For instance, as already indicated, the biggest percentage of the private sector is made up of MSMEs, however, details about these enterprises, including who they are, how many they are, their location, ownership, nature of operation and the actual financing gap are not well understood. More so, how much of the MSME financing gap has been created by the pandemic has not been established. This therefore justifies the queries on the adequacy of these packages.
Additionally, according to UDB’s requirements (call for application) for loans directed at businesses engaged in the production of essential goods and services for import replacement and export promotion, applicants are required to be registered and must possess collateral security depending on project specifics and risk, with current valuation of the assets. Also, among the documents required for loan application are business plans, credit reference bureau and audit reports and proof of compliance with National Social Security Fund (NSSF) which most MSMEs in Uganda do not possess.
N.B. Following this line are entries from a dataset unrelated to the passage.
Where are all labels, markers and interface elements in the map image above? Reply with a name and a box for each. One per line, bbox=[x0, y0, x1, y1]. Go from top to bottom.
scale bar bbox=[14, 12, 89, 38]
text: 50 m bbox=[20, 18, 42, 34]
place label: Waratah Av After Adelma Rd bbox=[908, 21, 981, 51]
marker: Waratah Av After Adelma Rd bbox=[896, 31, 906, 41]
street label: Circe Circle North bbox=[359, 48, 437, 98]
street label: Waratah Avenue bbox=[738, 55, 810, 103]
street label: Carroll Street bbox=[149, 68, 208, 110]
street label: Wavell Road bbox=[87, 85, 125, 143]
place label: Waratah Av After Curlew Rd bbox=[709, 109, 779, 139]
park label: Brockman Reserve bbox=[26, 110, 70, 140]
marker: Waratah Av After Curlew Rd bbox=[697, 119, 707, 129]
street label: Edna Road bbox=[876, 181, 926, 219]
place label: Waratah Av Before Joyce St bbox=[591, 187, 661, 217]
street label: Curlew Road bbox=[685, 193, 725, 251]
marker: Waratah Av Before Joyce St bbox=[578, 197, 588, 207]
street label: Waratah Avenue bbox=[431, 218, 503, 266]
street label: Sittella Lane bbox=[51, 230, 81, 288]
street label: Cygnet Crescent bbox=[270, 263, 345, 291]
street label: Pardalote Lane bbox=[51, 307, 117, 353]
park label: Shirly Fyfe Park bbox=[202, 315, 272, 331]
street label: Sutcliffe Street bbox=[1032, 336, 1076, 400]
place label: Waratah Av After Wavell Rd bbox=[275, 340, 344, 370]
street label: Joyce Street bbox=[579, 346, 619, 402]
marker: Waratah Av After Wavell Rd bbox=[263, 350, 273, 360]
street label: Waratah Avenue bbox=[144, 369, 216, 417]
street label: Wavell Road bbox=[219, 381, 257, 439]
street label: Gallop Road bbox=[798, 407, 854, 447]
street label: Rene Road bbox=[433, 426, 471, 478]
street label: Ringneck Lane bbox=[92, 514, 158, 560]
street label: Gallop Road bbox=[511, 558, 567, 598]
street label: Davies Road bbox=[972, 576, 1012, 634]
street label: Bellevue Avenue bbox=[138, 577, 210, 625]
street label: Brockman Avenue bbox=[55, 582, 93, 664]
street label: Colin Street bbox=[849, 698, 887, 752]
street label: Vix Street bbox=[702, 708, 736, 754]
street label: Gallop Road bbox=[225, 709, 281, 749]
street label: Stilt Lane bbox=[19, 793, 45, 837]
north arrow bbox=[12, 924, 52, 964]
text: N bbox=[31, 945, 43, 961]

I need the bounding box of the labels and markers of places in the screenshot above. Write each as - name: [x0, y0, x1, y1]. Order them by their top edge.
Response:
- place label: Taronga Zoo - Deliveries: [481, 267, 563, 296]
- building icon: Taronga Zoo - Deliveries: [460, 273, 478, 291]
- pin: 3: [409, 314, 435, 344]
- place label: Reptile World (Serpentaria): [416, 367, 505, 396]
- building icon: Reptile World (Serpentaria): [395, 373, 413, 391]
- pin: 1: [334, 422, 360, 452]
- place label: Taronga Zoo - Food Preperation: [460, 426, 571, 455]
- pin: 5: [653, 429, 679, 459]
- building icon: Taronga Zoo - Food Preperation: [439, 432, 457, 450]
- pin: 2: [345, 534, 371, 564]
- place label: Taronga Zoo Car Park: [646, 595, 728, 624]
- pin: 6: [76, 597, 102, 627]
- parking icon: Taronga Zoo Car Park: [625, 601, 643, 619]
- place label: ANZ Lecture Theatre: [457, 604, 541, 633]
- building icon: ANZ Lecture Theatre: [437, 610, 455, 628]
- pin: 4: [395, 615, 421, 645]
The application procedure further requires the loan applicants to present a bank statement for the past one year, yet most of these enterprises hardly have transact with formal financial institutions. The World Bank Enterprise Survey (WBES) indicates that only 9 percent of SMEs in Uganda had a line of credit with formal financial institutions by 2013. Moreover, majority of the MSMEs are unaware of some of these packages, let alone the inability of MSME owners to understand the requirements and application procedures since they are expressed only in English. This automatically pushes majority of them out of the bracket of eligible beneficiaries for these packages which are specifically meant for them.
Furthermore, the sustainability component of these packages is not very clear. Apart from the collateral security (which most MSME owners do not even have) that is listed as part of the requirements for accessing the loans, sustainability plans in the event that the borrower fails to service the loan due to some unforeseen factors is not addressed. Just like in other similar government programs, the issue of sustainability has not been given a lot of attention, which partly explains failure of such initiatives to achieve the intended objectives.
In conclusion, most of these stimulus packages may not adequately address the financing needs of MSMEs which have been worsened by the pandemic. In fact, these packages may not actually reach the target beneficiaries as indicated in the calls for loan application. Instead, larger firms may benefit more from the stimulus packages since they are more likely to meet the eligibility criteria plus the required documentation.
Nevertheless, through the Census of Business Establishment (CoBE) conducted by the Uganda Bureau of Statistics (UBoS), the existing MSME financing gap and how much of this has been deepened by the pandemic should be investigated to establish the adequacy of the stimulus packages. The application procedure and requirements need to be loosened and customised to local circumstances if these packages are to benefit the actual intended beneficiaries. Furthermore, sensitisation about the available packages and the application requirements should be done in the language best understood by various MSME owners. In addition, clear sustainability arrangements need to be put in place given that most businesses in Uganda have a lifespan of less than 5 years (die before the 5th birthday.